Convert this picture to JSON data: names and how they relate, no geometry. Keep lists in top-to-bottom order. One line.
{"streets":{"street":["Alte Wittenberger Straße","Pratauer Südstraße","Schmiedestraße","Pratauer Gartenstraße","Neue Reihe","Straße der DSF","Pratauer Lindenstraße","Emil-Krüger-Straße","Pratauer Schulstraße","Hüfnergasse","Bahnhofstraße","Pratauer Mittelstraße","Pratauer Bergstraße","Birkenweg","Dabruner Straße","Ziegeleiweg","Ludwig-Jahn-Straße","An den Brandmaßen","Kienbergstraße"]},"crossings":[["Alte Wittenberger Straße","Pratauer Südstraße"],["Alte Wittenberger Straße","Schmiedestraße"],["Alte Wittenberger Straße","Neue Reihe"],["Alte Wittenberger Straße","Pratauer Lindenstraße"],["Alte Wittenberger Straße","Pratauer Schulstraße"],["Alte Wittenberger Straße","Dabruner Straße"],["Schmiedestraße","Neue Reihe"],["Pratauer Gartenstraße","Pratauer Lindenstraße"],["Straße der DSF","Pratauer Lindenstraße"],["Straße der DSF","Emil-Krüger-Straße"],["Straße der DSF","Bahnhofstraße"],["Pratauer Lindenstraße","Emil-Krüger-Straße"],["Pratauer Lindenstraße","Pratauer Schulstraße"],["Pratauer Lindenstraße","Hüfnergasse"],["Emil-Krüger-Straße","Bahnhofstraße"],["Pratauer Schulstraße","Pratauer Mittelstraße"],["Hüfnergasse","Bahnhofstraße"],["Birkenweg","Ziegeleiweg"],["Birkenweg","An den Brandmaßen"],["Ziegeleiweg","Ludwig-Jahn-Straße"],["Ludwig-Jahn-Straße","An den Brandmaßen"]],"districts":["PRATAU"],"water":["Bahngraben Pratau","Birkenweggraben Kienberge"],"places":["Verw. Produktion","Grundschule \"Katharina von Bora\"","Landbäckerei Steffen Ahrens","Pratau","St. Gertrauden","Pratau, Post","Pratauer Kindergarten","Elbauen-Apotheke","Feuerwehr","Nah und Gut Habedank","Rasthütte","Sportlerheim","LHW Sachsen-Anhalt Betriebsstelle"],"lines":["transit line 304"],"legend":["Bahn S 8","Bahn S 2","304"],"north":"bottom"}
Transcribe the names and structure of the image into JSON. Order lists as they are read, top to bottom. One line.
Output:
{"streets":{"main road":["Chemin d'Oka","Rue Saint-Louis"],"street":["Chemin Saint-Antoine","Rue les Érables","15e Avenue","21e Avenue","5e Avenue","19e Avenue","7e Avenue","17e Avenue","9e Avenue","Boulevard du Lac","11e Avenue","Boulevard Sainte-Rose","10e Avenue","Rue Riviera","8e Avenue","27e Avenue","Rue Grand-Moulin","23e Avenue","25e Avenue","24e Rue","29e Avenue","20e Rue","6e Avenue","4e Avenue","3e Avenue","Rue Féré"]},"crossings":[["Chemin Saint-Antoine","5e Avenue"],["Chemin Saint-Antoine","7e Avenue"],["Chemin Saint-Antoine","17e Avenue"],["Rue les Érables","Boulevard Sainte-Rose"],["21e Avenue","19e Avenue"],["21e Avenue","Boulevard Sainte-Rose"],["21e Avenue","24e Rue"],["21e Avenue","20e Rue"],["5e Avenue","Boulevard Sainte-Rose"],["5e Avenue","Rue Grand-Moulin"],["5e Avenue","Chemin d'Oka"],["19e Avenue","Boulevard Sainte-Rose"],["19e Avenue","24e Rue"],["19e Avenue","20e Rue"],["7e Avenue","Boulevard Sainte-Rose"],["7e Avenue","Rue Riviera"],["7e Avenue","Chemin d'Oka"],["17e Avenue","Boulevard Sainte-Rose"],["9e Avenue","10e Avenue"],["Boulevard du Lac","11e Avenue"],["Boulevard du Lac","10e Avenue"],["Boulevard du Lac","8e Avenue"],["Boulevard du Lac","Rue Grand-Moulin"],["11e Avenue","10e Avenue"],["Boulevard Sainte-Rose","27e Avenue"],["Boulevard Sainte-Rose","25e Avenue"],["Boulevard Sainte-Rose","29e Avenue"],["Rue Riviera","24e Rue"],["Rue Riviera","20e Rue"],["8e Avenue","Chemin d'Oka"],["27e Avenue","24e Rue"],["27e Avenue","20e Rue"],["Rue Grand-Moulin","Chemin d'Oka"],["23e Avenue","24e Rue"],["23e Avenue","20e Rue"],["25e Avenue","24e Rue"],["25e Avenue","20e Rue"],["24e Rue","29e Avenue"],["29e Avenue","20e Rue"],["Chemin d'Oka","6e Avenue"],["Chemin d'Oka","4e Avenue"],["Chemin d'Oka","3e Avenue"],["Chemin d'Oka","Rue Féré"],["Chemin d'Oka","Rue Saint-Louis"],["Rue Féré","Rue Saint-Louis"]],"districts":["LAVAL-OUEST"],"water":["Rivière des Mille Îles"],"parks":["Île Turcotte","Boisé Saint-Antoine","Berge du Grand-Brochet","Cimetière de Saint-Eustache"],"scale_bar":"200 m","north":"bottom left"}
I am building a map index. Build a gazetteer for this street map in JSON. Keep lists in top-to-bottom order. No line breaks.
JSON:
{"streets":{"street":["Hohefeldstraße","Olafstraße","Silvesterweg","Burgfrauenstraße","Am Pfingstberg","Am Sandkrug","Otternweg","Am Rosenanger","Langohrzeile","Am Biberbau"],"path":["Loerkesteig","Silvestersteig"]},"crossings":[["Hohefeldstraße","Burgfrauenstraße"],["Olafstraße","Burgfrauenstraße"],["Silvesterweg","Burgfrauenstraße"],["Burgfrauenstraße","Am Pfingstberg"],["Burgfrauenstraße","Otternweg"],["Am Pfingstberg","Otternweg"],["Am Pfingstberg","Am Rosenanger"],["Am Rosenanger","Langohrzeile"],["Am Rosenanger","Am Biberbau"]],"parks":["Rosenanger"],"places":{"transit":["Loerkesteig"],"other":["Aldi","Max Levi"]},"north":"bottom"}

**Task prompt:**
Scan the entries above. Copy each line that has the string "names".

**Exercise answer:**
Convert this picture to JSON data: names and how they relate, no geometry. Keep lists in top-to-bottom order. One line.
Transcribe the names and structure of the image into JSON. Order lists as they are read, top to bottom. One line.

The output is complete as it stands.